As far as history, Rhodes traces the H-bomb developement from the 1941 Fermi-Teller casual conversation to the various iterations, false starts, and side-shows, from the original "Classical Super" to "Alarm Clock/Sloika", to "Booster", to the Greenhouse "Cylinder" to "Equilibrium Thermonuclear".

Rhodes description of the actual "discovery" of the secret to a true H-bomb is still not settled because of partisanship coloring his perspective.

The three secrets, the staging, compression by radiation implosion, and spark plug ignition, are given short shrift by using generally negative comments from ex-Los Alamos participants, that it was "obvious to anybody analyzing the output of a fission bomb"...To an external observer, it sounds more like sour grapes...

The reasonable conjecture by students of history is that S. Ulam came up with the concept of staging , and E. Teller came up with the compression by radiation implosion and spark plug ignition concepts, and packaging all three concepts together in the "Equilibrium Thermonuclear". This will stand until we see what is in the spy Klaus Fuchs 1945 patent application with J. Von Neumann!

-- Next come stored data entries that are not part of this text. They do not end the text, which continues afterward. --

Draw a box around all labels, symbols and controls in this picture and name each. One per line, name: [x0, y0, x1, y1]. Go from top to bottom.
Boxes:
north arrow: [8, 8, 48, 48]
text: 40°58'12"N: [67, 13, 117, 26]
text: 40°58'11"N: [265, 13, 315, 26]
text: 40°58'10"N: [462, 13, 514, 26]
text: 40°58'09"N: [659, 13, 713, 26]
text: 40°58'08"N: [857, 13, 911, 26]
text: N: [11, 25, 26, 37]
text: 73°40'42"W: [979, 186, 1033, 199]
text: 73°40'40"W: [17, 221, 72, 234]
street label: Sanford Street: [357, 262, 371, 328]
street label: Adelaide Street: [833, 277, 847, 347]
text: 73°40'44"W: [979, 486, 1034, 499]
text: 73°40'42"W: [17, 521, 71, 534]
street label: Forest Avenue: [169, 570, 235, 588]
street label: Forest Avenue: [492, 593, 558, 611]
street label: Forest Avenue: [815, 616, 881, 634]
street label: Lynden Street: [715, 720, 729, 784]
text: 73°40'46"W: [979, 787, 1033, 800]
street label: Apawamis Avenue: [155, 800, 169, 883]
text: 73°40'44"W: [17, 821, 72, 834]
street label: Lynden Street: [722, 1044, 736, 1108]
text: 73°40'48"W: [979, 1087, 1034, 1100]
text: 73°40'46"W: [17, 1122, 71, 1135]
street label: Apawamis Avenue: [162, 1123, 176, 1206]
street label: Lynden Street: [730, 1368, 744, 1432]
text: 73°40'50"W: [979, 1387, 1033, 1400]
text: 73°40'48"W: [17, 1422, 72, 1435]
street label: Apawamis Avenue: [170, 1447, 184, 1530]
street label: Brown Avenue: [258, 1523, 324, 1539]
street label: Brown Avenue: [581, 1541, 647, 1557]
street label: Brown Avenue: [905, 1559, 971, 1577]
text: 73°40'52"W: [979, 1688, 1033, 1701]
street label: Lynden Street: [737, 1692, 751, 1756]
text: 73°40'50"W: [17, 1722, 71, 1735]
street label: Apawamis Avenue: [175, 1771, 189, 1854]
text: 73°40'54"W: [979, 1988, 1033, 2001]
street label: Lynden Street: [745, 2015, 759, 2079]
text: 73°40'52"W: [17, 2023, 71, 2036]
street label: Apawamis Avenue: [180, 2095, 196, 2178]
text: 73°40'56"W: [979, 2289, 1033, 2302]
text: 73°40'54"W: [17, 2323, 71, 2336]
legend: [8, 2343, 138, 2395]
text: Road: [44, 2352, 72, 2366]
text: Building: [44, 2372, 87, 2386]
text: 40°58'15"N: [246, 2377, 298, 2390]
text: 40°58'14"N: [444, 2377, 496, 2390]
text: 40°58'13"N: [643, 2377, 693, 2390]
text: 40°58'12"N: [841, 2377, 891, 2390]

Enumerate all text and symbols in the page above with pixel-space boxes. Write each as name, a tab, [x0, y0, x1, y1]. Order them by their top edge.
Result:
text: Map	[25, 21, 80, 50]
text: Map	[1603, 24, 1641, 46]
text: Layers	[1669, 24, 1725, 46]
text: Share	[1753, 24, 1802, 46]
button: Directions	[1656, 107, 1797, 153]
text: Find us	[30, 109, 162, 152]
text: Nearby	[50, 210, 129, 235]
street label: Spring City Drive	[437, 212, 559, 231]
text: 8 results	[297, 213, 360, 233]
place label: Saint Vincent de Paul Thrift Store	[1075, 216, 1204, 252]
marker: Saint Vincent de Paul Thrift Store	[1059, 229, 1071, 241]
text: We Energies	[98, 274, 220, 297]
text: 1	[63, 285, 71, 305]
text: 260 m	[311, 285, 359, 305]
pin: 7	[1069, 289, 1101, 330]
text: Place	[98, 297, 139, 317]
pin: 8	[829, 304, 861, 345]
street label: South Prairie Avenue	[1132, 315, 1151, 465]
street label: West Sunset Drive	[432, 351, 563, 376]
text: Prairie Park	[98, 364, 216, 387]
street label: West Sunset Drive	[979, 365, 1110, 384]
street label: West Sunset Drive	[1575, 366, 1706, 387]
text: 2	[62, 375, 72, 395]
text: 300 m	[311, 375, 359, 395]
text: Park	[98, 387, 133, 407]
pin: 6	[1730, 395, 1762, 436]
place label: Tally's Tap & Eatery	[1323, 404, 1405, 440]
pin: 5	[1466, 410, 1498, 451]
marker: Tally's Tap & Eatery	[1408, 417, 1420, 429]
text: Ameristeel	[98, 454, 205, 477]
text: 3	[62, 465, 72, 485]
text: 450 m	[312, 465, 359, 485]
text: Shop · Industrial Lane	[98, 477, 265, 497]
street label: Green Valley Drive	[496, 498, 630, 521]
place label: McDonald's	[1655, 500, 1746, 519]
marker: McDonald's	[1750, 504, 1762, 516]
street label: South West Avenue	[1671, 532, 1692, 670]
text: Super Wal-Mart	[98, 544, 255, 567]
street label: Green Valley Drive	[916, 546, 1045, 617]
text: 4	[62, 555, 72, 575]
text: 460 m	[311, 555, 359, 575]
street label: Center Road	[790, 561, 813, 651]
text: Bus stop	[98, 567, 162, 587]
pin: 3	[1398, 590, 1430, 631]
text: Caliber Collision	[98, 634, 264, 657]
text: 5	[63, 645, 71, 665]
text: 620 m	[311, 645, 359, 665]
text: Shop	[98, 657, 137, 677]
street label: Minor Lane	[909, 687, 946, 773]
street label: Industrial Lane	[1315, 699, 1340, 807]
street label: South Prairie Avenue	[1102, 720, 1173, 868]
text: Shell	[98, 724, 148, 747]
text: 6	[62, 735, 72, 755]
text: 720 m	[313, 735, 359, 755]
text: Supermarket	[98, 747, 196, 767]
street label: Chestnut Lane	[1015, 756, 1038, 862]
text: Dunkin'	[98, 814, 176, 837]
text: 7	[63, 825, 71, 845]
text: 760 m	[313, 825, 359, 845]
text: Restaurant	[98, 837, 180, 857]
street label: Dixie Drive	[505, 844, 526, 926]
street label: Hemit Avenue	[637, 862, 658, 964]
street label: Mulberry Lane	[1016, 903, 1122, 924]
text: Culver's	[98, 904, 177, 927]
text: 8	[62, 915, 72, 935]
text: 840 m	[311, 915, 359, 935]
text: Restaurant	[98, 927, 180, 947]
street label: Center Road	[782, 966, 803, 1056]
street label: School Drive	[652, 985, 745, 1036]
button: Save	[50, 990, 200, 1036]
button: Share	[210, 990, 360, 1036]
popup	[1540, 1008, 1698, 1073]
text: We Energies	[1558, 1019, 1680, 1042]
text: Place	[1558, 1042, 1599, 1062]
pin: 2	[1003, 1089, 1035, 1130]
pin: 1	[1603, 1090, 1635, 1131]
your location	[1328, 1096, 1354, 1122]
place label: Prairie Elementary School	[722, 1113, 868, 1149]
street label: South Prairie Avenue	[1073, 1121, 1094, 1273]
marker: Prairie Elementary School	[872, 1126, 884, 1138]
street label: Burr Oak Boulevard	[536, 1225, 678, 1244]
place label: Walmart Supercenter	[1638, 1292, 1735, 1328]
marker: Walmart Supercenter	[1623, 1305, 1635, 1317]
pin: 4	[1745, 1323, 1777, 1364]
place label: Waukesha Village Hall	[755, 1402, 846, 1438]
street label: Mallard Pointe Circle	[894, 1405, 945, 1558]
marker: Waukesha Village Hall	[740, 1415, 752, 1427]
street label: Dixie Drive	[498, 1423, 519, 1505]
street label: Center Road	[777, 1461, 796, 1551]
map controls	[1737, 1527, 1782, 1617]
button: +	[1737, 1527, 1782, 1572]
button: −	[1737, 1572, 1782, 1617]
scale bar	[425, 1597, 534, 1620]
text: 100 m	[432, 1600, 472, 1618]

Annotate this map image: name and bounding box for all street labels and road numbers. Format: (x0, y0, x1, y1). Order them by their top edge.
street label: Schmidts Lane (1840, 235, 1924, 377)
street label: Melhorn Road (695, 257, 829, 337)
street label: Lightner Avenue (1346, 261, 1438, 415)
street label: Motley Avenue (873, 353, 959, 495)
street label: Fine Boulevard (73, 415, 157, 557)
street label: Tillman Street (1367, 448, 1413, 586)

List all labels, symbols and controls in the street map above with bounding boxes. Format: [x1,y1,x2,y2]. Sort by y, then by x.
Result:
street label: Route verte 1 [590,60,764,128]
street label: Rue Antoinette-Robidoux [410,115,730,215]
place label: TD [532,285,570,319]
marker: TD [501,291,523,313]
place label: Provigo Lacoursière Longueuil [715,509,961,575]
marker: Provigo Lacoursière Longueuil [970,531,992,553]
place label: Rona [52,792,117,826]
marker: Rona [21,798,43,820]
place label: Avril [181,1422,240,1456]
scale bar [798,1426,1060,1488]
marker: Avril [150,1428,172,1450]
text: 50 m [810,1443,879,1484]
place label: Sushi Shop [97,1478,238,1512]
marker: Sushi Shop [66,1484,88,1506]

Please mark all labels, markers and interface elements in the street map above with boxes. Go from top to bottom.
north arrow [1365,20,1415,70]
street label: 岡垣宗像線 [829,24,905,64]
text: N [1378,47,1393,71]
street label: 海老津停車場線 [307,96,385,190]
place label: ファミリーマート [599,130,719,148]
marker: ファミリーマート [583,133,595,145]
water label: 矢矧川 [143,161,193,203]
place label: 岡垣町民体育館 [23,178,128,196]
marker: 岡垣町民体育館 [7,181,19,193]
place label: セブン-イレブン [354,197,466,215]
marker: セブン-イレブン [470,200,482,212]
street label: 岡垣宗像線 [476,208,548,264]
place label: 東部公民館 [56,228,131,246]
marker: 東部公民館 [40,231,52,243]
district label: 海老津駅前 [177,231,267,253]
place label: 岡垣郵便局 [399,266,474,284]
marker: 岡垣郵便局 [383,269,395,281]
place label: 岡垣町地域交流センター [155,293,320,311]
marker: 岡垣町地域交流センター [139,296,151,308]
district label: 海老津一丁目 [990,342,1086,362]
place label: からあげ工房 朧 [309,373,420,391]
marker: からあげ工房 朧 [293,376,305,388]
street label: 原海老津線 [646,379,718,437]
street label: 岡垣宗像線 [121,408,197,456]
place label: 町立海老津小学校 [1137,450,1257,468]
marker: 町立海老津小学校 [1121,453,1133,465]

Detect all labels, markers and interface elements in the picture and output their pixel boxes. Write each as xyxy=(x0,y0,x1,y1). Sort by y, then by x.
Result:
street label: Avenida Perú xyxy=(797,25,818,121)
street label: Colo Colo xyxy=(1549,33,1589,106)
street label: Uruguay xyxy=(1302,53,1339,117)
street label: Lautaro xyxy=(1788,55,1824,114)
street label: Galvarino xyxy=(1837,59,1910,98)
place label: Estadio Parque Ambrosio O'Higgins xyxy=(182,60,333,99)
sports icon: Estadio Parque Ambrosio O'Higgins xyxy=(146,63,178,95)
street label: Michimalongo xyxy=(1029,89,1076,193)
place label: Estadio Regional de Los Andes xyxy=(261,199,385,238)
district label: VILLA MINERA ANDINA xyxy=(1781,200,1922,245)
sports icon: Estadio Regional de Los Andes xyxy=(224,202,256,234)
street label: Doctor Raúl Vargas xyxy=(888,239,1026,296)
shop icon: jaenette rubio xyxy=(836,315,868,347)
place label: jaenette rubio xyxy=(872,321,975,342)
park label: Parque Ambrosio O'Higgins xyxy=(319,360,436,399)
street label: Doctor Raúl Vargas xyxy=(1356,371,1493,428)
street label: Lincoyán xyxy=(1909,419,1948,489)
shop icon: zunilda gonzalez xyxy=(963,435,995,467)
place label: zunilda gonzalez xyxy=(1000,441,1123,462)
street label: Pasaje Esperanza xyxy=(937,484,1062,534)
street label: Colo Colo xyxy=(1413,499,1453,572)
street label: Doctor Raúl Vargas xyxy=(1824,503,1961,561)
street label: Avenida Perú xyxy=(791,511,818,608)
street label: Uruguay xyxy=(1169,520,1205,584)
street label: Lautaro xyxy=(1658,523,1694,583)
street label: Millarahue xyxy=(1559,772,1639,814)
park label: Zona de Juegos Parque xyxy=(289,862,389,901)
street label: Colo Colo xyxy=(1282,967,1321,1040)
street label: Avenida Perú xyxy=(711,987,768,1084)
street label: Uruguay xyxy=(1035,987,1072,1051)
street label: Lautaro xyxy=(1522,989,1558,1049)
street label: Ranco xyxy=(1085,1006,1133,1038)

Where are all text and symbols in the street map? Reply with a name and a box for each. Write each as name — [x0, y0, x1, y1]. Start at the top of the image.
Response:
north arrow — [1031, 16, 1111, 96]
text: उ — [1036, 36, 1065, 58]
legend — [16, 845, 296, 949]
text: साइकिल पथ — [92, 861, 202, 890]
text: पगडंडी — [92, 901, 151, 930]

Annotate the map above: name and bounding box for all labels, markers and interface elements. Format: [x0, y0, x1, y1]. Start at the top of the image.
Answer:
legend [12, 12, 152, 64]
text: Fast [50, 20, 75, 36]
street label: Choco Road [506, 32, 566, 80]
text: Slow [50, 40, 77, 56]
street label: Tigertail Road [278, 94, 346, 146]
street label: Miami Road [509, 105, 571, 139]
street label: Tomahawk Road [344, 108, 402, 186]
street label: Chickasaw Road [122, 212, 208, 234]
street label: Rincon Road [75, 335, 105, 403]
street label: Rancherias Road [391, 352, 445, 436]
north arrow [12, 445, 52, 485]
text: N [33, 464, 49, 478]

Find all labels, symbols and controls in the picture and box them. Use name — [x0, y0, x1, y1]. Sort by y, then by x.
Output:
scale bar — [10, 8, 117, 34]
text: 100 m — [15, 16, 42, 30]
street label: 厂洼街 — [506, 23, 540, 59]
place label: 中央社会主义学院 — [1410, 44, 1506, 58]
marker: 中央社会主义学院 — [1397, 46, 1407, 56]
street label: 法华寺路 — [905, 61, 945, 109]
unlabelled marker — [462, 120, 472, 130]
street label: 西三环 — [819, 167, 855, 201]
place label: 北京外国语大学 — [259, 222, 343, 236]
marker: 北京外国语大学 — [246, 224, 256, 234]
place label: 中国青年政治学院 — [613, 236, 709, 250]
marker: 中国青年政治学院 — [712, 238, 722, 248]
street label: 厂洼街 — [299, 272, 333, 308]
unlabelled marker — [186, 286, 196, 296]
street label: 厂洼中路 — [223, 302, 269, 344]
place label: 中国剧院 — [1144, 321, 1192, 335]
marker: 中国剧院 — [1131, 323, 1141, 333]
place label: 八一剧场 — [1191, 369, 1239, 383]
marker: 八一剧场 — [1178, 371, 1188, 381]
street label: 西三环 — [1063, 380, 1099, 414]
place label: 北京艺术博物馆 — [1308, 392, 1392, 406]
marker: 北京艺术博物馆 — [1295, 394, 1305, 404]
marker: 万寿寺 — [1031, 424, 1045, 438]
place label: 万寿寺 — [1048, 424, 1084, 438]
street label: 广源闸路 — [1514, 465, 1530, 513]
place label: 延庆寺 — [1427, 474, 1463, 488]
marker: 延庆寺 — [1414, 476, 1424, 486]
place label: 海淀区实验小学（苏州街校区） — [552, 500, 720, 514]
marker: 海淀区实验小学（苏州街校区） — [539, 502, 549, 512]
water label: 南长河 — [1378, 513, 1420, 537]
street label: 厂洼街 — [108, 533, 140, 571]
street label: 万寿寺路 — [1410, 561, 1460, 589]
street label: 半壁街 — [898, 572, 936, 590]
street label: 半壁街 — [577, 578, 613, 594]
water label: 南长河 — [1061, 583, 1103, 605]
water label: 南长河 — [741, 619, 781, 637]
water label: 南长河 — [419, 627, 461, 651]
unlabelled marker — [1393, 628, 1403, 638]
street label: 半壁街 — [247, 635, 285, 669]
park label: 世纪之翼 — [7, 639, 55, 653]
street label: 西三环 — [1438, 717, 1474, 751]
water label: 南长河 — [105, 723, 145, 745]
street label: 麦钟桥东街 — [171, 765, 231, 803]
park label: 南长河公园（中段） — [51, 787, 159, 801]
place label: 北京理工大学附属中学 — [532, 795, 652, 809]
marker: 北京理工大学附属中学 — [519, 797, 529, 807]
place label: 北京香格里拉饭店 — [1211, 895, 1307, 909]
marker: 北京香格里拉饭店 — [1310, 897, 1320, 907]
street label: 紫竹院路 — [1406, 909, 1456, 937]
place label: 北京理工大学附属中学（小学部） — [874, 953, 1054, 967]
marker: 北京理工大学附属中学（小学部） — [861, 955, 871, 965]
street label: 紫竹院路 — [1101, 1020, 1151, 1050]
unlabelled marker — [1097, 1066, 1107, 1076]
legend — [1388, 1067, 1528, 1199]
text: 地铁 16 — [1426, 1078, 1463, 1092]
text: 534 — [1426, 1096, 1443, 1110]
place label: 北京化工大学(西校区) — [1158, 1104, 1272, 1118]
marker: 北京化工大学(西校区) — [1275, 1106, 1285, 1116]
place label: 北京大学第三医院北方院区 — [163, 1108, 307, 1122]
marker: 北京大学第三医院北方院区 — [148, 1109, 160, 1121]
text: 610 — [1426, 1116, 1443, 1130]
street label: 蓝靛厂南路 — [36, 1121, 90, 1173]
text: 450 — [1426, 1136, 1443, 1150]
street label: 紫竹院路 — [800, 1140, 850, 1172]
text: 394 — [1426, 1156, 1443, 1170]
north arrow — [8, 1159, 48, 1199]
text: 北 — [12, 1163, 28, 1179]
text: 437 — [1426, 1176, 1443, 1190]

Technical details and accuracy do not make up for the clear bias and antipathy that Mr. Rhodes has towards Edward Teller, and the great effort made to make Teller look in the worst possible light as a human being. This is one of the few shortcoming in an otherwise magnificently told story about nuclear weapons and their continuing shadow as weapons of mass destruction in hands of rogue states or terrorists...An absolutely MUST READ!